*** Opening of Records to use ***
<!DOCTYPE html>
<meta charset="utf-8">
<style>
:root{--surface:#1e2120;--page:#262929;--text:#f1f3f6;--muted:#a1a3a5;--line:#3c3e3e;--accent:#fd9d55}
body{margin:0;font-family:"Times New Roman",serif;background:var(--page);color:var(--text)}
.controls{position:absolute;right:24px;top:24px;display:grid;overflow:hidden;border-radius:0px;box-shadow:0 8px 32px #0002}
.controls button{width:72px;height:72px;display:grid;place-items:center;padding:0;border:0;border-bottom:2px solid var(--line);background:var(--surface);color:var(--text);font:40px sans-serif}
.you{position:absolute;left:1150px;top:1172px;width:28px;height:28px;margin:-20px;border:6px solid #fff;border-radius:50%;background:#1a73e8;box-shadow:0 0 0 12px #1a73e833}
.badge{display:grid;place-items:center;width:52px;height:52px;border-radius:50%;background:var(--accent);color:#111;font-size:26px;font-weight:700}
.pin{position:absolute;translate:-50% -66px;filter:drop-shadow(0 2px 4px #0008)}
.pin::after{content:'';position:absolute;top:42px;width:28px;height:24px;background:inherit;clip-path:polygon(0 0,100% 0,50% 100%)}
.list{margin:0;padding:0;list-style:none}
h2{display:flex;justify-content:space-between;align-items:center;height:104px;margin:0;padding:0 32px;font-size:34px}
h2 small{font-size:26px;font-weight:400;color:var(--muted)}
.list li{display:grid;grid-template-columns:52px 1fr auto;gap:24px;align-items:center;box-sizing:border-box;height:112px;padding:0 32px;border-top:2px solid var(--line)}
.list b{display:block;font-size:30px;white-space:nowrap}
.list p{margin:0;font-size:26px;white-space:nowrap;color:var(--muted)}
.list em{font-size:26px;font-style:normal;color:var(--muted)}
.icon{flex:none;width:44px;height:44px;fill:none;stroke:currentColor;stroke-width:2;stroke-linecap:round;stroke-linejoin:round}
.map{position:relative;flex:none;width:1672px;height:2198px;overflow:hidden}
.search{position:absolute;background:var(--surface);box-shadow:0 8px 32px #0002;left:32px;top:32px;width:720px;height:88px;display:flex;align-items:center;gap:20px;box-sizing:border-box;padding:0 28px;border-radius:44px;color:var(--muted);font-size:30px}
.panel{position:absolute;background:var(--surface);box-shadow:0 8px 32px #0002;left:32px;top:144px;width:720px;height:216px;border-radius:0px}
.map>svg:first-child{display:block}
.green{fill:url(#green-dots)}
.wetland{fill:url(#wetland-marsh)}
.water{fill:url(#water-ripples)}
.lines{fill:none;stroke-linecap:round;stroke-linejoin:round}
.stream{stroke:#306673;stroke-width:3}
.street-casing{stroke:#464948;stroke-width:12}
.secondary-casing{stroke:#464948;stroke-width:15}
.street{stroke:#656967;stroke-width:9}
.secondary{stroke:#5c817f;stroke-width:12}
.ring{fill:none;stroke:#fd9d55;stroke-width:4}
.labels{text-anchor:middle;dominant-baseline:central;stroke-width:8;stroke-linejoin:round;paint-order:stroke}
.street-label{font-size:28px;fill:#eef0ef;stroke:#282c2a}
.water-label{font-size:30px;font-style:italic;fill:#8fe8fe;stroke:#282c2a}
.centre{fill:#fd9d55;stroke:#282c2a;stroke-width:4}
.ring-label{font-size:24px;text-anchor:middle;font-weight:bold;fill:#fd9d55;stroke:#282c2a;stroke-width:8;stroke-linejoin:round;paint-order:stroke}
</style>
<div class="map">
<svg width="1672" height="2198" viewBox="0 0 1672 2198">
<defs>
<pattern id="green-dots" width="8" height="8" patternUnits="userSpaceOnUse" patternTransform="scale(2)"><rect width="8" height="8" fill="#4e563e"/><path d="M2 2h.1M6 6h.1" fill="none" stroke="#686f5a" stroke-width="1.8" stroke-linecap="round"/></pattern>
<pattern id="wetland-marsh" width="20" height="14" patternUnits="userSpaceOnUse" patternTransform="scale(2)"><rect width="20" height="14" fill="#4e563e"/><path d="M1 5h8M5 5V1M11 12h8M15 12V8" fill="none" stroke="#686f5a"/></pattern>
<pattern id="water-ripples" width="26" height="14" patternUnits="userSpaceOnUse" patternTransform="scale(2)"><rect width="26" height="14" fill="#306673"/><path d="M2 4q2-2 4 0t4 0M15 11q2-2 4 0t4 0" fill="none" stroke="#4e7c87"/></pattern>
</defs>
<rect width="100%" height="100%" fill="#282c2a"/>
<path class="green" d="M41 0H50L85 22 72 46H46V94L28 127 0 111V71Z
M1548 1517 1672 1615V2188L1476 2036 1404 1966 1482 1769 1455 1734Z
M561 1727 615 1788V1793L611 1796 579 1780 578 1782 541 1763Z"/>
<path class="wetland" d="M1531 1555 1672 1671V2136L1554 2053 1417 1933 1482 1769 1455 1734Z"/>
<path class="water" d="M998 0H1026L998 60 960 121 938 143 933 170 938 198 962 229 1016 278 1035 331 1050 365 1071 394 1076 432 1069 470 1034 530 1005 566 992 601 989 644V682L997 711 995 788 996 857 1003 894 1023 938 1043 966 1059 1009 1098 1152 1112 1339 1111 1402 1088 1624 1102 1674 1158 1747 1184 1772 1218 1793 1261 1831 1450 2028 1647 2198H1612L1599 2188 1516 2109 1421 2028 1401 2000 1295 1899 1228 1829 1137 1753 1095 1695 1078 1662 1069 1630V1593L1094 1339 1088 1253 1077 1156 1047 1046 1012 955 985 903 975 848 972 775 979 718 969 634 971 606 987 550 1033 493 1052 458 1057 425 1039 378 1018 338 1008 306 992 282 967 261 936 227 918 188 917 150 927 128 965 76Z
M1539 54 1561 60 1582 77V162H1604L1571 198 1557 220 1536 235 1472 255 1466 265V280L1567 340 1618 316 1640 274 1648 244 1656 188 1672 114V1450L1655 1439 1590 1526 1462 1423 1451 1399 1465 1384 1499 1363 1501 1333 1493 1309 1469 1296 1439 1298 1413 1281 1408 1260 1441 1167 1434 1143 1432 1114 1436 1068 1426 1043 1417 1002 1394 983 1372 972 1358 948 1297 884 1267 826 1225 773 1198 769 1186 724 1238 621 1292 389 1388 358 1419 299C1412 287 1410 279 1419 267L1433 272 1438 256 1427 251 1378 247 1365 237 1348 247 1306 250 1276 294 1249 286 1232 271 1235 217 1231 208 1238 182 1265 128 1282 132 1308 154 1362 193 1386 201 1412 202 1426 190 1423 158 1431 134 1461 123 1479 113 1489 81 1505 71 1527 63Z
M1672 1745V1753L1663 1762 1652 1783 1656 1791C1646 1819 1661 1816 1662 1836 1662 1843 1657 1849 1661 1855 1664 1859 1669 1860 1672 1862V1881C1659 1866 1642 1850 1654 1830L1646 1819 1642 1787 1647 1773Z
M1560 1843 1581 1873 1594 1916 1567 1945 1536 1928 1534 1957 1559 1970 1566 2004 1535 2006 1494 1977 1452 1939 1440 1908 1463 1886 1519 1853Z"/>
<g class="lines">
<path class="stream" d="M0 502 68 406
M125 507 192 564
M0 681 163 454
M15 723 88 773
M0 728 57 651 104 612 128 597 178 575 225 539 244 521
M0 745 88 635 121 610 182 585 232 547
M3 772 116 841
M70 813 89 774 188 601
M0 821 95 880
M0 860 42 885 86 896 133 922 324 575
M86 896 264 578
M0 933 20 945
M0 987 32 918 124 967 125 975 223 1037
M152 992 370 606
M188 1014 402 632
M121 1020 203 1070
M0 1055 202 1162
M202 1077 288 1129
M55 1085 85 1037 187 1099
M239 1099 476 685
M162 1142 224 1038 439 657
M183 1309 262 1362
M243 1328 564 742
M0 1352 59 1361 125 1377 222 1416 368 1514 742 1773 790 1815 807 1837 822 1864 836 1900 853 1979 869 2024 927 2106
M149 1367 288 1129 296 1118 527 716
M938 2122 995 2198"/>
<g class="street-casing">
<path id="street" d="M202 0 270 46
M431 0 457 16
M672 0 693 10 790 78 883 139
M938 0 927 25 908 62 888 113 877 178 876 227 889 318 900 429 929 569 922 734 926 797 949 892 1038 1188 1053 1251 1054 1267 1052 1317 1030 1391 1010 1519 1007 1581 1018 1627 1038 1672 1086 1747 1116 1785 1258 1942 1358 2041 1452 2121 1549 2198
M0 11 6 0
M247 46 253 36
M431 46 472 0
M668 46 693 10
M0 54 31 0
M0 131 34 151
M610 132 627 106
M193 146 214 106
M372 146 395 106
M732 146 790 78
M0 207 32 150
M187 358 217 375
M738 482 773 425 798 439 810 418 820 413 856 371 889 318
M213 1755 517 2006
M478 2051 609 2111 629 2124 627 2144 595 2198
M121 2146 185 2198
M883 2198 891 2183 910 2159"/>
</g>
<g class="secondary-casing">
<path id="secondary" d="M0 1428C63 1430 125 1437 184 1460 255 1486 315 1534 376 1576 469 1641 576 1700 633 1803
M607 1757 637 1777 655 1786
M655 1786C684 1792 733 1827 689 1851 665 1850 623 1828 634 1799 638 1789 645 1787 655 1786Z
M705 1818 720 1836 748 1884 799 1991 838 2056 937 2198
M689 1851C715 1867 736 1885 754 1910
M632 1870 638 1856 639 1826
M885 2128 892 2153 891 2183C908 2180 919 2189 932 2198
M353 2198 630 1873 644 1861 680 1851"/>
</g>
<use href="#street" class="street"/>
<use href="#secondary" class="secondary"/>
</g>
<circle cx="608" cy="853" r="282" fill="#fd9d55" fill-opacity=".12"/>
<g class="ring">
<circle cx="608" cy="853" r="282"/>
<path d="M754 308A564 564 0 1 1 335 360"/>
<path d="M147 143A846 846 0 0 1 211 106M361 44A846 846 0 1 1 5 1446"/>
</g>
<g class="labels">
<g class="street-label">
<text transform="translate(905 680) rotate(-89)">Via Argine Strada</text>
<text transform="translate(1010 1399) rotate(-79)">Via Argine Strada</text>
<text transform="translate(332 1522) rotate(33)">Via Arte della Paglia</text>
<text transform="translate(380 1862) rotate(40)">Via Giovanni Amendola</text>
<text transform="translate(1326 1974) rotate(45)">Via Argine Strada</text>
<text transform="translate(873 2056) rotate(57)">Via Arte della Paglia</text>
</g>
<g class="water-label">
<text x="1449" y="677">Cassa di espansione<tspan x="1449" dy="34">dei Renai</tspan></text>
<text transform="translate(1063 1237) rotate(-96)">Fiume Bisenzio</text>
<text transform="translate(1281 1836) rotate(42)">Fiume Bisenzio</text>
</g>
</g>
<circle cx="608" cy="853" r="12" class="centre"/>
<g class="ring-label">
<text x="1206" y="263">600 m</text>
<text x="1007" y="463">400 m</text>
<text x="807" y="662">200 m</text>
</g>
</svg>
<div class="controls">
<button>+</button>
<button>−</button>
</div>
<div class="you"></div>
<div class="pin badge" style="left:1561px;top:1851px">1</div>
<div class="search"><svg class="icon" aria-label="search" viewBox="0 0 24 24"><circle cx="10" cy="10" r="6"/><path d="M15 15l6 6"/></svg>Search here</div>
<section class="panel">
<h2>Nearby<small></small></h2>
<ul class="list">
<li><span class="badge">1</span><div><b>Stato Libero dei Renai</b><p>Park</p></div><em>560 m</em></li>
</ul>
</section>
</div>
*** Close of Records to use ***
Task requirements -> The answer should be one number, namely how many lines of the entries above include the string "serif".

Task response -> 2